Semua orang senang saat dipandang orang pintar, walaupun sebenarnya dia tak pantas dengan sebutan itu. Namun sebodoh-bodohnya orang pasti akan marah saat disebut orang bodoh. Sehingga semua orang ingin disebut dipanggil sebagai ulama atau Ustadz, senang berpenampilan dengan kostum-kostum ulama. Padahal tak semua orang yang berbaju ulama layak ditanya tentang agama Maka bersikap selektif memilih guru atau Ustadz menjadi sebuah keniscayaan yang harus dilakukan.

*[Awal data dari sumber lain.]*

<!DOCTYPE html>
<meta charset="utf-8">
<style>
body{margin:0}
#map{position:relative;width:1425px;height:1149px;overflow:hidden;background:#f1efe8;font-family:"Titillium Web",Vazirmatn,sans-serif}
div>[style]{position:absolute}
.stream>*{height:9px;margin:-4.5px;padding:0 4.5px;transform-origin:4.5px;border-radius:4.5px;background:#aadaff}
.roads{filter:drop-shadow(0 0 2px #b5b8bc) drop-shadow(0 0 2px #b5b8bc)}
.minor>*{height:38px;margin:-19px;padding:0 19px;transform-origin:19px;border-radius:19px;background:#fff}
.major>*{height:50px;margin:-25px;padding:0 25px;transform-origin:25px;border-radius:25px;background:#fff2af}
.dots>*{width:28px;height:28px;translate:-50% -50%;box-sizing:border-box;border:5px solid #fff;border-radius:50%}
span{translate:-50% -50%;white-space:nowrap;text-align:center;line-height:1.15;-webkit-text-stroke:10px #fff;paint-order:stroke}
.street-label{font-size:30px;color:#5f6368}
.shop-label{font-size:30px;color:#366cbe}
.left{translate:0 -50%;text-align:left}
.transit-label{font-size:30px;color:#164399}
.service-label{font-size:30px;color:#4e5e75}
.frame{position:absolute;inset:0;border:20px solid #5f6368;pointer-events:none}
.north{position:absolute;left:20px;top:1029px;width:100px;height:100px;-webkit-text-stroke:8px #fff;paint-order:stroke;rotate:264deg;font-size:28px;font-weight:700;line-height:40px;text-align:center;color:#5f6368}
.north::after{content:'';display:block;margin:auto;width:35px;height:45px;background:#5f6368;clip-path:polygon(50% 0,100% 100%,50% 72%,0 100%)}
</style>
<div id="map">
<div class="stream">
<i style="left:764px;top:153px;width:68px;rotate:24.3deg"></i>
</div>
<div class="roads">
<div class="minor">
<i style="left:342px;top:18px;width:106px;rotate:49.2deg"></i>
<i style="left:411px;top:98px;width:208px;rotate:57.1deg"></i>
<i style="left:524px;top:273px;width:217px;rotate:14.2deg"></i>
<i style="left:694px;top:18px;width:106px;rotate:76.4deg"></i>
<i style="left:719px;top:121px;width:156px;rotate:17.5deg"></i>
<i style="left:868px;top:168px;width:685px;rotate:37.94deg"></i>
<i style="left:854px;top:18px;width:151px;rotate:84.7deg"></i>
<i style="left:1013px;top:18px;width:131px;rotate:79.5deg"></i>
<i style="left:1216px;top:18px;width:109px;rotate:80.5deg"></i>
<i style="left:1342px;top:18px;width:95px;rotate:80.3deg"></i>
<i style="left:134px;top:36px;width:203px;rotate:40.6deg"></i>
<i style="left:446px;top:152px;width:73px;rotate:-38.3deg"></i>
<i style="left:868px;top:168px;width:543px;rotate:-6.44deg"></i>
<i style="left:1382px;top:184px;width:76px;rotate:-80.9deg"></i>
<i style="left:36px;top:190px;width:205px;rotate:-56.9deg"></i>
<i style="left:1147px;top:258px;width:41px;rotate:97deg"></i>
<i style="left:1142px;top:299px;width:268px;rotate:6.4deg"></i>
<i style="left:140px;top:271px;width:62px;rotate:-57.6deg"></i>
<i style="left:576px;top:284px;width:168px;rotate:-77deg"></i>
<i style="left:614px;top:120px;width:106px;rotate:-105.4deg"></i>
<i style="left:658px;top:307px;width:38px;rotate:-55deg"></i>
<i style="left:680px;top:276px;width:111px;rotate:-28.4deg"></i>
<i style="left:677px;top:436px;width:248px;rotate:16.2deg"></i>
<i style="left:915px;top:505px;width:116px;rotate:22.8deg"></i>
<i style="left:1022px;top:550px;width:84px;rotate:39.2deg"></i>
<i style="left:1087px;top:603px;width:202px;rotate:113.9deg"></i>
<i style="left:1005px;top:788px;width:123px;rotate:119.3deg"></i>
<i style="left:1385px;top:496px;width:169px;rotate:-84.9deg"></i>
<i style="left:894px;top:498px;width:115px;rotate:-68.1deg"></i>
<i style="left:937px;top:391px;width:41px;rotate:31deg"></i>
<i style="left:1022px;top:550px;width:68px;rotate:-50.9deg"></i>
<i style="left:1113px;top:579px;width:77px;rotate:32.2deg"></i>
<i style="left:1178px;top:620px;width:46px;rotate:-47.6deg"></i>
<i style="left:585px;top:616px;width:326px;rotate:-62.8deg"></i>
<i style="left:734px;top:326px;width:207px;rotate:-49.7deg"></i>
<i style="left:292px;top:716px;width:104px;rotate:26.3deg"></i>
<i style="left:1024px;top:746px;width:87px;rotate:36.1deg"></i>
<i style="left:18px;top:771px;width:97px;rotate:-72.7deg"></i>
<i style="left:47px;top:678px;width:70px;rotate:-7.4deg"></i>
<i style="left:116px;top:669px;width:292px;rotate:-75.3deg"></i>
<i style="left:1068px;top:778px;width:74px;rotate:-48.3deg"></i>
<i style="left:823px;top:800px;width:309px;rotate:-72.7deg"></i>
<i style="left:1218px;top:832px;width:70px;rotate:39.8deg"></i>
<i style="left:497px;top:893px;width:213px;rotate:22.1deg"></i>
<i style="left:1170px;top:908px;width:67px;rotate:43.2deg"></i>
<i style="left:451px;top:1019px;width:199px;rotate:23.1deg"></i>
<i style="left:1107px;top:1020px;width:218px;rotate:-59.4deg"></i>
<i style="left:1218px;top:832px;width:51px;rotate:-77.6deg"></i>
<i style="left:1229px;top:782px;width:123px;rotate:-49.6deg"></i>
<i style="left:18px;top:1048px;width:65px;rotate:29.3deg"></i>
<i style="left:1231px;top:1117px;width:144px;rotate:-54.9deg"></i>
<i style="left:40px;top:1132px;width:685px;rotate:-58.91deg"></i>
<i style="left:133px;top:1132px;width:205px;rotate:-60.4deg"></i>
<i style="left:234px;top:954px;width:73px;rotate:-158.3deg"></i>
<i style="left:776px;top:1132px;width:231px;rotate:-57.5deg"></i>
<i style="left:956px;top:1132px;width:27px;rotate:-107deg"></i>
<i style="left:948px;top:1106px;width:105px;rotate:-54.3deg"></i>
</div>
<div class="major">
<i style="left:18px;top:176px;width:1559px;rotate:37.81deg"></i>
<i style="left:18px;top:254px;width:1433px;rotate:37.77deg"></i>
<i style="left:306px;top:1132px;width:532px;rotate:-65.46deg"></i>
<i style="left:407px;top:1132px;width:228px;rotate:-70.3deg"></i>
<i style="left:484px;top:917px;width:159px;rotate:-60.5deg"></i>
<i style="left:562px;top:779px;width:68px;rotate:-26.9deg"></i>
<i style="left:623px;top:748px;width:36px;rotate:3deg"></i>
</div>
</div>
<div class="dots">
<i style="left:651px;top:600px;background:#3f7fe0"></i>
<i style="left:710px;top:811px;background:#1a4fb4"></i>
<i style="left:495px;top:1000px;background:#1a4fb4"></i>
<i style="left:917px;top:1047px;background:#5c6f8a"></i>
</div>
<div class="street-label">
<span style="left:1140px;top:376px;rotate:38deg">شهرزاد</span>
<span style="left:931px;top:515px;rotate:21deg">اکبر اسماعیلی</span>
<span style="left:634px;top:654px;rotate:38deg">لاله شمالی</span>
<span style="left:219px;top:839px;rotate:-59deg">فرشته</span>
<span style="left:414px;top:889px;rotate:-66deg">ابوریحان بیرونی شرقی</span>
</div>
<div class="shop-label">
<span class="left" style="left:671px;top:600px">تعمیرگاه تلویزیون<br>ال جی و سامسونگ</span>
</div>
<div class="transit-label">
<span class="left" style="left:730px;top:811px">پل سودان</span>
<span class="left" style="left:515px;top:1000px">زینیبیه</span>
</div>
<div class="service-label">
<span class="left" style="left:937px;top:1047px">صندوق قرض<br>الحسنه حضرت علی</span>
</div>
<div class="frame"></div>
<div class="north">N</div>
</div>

Jika dalam hal kosultasi masalah duniawi saja kita akan hati-hati memilih, sampai percaya betul telah menemukan orang yang ahli dalam bidang yang kita tanyakan. Masalah agama sungguh lebih mahal dari itu semua, lebih layak untuk kita sikapi seperti itu. Karena agama adalah panduan segala hidup kita, dan sebagai interaksi penyembahan kepada Allah ‘azza wa jalla.
Tak boleh sembarang bertanya tentang agama. Ada ketentuan yang harus ada pada seorang untuk layak ditanya tentang masalah agama, YAITU:
Memiliki kemampuan memahami dalil secara global (ijmal) maupun detail (tafshil).

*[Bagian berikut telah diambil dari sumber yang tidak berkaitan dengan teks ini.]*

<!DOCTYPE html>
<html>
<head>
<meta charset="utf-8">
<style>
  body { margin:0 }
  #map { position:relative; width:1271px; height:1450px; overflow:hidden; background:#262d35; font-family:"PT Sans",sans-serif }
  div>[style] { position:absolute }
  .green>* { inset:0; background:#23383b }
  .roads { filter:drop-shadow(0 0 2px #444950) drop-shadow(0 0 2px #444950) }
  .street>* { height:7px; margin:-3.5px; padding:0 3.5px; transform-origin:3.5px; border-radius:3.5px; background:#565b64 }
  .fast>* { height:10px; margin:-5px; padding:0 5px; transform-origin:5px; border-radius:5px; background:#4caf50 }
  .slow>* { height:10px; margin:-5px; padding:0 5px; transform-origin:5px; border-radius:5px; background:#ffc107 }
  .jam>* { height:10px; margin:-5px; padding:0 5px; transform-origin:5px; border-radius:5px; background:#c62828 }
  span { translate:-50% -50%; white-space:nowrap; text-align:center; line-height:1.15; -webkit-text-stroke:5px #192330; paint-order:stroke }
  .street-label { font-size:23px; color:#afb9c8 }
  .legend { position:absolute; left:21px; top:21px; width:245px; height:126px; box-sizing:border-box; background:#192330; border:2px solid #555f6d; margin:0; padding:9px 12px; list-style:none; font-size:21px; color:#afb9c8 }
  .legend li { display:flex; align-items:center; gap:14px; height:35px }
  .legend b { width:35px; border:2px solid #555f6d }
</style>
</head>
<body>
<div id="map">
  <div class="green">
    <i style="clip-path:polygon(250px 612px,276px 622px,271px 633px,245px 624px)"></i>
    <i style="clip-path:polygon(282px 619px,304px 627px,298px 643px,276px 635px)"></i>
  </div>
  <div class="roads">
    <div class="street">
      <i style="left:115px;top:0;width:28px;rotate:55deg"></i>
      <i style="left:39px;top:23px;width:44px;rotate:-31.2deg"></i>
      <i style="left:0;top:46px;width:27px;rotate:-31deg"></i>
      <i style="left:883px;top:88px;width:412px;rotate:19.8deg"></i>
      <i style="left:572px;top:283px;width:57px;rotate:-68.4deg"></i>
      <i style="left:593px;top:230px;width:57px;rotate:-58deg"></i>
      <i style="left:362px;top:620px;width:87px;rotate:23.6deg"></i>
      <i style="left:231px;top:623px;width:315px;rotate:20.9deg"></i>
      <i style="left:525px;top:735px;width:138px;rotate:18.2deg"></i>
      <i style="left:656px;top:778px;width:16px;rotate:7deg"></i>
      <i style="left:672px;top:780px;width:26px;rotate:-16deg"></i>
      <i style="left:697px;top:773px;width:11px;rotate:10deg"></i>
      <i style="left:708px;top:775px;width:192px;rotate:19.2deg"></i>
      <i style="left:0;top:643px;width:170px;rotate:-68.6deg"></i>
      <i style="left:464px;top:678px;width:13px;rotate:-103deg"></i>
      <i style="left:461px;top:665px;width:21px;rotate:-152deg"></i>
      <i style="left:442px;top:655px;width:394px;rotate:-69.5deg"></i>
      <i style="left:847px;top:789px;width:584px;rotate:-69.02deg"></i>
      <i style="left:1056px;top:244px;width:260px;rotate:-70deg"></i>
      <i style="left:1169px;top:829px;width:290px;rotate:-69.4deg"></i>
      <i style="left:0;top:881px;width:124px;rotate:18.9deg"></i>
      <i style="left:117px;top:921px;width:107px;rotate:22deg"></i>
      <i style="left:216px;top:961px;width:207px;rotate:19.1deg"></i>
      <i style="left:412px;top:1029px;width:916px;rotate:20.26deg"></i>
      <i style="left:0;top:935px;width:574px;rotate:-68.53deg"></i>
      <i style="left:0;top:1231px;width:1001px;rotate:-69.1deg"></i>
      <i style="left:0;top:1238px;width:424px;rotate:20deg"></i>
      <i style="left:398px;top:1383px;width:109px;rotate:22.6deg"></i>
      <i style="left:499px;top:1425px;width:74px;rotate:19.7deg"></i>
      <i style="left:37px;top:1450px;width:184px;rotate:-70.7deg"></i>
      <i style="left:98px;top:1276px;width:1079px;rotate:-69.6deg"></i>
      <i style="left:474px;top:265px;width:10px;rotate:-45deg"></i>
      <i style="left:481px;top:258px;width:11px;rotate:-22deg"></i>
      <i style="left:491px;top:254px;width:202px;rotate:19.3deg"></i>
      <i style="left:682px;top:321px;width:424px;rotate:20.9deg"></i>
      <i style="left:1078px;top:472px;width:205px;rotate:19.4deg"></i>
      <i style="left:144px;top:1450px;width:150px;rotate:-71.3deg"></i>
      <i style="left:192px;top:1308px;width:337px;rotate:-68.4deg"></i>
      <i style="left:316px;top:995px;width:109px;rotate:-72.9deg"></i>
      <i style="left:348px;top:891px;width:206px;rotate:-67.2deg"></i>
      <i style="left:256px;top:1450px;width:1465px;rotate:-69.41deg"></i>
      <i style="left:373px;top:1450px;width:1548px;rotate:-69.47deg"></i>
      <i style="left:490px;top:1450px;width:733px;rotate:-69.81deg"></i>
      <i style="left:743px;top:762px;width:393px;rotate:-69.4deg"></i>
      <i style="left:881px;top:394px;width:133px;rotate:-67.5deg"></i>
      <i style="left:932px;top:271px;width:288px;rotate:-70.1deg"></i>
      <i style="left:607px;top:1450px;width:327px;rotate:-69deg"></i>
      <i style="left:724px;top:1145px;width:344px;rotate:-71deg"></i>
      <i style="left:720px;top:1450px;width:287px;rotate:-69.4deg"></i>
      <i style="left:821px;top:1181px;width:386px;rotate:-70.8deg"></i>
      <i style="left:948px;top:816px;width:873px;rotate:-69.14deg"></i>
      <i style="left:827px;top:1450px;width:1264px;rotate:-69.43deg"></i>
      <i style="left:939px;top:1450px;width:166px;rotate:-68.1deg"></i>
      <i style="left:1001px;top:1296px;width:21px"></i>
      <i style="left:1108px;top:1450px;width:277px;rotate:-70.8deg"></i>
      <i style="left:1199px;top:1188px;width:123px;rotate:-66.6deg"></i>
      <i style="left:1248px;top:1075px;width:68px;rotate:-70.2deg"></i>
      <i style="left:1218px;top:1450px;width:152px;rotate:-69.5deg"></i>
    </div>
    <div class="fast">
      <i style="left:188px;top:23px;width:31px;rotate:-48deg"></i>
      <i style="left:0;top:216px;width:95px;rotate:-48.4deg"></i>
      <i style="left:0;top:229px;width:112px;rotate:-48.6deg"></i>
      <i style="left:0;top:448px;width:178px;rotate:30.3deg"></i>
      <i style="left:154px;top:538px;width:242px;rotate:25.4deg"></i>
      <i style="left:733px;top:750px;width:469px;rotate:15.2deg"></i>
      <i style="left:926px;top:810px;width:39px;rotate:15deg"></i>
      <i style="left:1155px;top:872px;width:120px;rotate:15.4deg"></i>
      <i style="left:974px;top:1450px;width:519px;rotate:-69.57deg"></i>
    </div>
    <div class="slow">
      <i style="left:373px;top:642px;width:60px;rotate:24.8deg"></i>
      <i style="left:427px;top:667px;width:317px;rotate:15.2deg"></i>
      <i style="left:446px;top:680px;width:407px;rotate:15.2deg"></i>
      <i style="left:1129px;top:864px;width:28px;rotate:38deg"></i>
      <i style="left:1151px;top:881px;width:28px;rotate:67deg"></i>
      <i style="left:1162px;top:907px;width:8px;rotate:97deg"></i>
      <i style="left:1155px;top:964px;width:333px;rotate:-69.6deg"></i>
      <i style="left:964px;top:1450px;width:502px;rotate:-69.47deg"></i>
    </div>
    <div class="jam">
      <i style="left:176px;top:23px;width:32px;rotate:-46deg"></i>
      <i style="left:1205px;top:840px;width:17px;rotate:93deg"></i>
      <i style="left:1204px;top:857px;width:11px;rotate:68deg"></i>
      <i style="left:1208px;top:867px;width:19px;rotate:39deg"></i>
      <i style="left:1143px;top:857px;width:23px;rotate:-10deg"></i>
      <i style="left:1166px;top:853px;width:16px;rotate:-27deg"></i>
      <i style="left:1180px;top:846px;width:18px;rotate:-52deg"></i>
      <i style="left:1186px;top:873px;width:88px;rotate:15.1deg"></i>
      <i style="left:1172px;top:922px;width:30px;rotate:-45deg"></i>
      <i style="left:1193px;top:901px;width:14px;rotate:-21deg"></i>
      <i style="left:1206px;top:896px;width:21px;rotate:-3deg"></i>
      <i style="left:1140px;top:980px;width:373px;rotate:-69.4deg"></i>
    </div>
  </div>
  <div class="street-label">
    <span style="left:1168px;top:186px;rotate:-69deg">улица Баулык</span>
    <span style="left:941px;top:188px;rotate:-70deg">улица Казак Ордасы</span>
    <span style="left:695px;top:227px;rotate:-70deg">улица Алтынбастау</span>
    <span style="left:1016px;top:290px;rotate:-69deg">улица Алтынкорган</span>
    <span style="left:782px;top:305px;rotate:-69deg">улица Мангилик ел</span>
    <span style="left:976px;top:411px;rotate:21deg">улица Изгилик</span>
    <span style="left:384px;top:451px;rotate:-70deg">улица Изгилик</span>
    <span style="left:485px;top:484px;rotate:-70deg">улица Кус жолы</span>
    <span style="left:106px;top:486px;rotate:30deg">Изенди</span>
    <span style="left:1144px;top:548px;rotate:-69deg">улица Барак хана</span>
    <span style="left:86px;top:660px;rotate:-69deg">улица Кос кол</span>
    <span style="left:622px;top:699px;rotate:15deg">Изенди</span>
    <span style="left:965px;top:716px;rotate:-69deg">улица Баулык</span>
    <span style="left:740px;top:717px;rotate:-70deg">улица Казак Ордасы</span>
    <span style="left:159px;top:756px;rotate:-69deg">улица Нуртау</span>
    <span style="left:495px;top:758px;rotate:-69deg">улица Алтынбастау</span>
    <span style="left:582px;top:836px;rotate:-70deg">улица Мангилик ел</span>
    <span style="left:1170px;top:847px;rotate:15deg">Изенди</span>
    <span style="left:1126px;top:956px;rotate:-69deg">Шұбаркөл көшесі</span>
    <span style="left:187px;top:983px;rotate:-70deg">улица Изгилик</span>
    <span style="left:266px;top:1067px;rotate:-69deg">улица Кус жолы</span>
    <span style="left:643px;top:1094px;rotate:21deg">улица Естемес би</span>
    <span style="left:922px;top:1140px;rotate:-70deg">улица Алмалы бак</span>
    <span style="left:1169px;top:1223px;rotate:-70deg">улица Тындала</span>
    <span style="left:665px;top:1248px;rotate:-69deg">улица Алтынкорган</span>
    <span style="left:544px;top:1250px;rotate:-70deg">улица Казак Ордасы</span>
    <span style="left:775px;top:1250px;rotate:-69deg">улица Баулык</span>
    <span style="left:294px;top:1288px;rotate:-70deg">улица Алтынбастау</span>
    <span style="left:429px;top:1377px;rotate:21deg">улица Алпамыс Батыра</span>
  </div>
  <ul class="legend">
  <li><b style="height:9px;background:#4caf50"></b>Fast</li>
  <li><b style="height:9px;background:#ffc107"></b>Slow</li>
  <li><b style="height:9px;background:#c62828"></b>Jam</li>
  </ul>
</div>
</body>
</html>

Pertanyaan selanjutnya, bagaimana cara mengetahui seorang itu memiliki kemampuan itu sehingga layak menjadi rujukan dalam masalah agama?
Syaikh Prof. Dr. Sa’ad bin Nashir As-Syatsri -hafidzohullah- menerangkan beberapa indikator untuk mengetahui seorang memiliki kompetensi memahami dalil atau tidak, yaitu:
- Riwayat belajar.
- Dikenal oleh ahi ilmu yang lain sebagai Ustadz yang ceramah-ceramah/fatwa-fatwanya dijadikan rujukan.

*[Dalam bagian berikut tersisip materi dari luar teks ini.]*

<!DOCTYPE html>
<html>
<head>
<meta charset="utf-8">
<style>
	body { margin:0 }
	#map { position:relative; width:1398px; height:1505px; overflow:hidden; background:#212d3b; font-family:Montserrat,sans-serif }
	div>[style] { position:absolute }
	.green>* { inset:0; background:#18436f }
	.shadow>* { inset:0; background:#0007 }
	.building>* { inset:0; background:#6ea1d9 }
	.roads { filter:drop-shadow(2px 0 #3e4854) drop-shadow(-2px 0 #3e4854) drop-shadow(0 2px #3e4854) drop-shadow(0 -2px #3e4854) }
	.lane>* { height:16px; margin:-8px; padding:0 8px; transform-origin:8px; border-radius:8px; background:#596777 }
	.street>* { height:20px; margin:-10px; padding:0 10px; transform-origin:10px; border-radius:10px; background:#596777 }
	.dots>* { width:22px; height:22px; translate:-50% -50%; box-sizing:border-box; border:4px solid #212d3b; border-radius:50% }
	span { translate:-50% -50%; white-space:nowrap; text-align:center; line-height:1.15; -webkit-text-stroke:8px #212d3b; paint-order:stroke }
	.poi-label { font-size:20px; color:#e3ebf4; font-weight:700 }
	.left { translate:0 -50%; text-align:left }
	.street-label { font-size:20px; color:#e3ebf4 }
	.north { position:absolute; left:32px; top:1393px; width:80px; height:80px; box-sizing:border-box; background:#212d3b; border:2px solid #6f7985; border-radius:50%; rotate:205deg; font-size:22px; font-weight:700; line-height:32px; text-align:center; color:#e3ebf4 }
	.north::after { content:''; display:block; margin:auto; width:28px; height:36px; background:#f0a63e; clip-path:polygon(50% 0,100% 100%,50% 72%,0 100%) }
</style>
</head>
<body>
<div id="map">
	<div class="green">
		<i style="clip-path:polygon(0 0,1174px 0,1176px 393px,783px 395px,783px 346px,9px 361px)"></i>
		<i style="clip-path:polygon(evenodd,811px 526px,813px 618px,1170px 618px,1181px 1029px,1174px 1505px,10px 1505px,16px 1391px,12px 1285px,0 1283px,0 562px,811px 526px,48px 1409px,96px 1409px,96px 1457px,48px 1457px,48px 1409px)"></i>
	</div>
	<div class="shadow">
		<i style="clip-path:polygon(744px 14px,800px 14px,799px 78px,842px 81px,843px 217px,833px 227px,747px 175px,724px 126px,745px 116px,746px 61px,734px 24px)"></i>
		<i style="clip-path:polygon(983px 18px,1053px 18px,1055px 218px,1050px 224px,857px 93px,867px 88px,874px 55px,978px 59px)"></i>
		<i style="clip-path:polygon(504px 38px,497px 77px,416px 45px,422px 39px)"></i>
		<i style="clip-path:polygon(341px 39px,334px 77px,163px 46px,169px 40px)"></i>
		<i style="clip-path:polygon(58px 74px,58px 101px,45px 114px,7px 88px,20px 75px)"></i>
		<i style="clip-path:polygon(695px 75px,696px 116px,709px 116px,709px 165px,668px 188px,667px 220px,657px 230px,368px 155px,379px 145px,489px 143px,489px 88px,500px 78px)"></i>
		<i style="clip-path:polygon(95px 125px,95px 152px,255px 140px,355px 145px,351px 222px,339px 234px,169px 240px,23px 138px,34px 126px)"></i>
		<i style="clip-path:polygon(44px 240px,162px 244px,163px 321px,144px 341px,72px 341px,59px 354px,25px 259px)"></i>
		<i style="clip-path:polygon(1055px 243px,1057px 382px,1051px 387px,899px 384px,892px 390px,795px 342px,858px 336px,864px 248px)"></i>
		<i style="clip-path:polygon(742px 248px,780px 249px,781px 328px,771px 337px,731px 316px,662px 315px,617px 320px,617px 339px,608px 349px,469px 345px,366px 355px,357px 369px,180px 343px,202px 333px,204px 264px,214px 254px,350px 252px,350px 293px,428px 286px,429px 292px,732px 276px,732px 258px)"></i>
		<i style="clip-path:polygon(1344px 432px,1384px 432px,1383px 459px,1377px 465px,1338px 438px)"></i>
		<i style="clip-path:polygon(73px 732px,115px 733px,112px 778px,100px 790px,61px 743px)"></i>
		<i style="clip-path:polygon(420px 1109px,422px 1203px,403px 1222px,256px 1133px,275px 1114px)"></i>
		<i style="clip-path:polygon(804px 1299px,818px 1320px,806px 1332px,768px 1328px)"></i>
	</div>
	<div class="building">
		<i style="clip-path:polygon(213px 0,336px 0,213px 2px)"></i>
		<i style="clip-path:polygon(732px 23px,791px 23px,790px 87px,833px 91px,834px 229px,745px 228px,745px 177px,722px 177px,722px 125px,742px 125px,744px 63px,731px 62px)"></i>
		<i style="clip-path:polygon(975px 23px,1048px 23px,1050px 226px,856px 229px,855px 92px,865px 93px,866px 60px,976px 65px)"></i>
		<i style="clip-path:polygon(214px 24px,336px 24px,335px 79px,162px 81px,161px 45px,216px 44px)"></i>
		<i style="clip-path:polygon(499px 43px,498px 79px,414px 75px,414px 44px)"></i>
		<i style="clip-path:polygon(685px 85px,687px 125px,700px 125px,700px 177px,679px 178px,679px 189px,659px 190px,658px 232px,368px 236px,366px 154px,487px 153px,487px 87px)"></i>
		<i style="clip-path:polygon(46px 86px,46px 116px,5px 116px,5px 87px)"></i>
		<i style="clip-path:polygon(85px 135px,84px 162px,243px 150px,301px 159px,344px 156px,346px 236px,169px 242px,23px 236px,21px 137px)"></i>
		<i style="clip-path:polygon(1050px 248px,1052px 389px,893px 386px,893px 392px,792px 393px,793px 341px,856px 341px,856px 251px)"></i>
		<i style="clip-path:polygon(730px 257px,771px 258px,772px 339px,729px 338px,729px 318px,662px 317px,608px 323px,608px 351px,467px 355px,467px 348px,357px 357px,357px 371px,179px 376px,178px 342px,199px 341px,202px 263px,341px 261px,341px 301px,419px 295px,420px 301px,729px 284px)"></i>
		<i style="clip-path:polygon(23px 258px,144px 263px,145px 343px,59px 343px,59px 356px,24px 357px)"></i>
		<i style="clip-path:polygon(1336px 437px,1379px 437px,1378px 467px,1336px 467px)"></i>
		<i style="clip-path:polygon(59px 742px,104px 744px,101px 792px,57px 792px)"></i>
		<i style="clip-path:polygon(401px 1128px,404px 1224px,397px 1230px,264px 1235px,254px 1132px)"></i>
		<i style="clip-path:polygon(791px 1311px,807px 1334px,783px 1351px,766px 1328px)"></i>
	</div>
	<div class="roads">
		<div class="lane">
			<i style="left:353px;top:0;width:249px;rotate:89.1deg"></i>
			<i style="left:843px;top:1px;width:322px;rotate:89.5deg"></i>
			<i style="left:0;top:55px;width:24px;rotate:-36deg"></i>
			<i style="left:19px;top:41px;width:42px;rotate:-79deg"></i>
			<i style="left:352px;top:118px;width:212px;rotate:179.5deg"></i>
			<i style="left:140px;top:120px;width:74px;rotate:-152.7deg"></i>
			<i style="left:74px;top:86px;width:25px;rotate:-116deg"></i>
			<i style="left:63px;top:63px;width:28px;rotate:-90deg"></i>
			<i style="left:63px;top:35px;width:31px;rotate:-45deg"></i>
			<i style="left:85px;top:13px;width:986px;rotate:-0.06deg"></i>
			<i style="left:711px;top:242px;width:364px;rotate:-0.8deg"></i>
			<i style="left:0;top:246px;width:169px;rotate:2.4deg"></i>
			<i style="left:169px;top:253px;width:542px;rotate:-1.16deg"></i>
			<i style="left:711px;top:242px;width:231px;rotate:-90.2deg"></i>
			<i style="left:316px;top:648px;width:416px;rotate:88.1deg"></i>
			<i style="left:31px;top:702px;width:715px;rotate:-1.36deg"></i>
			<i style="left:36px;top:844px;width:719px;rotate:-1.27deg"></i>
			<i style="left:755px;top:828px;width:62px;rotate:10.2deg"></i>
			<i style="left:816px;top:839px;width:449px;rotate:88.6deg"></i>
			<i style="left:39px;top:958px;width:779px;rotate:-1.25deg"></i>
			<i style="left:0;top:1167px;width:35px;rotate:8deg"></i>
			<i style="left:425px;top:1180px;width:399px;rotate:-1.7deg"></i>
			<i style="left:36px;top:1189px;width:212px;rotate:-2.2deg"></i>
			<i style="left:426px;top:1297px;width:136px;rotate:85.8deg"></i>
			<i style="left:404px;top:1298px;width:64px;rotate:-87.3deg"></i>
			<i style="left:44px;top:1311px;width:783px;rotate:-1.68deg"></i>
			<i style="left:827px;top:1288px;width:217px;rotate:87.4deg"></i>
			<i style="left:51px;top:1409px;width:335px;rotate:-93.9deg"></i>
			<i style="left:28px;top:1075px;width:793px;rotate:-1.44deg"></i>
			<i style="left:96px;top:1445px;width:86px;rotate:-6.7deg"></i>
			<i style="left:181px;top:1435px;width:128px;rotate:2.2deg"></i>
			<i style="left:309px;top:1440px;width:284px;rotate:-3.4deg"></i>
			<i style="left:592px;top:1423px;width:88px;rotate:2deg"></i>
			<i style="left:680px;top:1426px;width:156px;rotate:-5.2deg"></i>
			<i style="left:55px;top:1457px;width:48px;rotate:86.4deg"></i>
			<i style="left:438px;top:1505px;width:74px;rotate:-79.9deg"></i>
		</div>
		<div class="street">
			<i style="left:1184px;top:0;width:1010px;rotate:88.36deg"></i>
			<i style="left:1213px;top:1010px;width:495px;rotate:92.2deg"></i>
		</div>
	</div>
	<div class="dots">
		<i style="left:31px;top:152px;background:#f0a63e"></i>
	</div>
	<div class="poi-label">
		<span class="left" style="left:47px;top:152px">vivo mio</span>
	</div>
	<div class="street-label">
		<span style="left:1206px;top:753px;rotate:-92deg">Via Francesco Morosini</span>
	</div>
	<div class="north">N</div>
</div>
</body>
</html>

- Obyektif di dalam berfatwa.
- Masyarakat mengenalnya sebagai Ustadz yang layak ditanya masalah agma.
- Pandangan-pandangan keagamaannya dijadikan rujukan oleh sesama ahli ilmu/Ustadz.
Waffaqokumullah….
Referensi:
As-Syatsri, Sa’ad bin Nashir bin Abdul Aziz (1424H/2003M). Al-Qawa’id Al-Ushuliyyah Wal Fiqhiyyah Al-Muta’alliqoh Bil Muslimin Ghoir Al-Mujtahid. Penerbit Dar Isybilia. Riyadh-Saudi Arabia.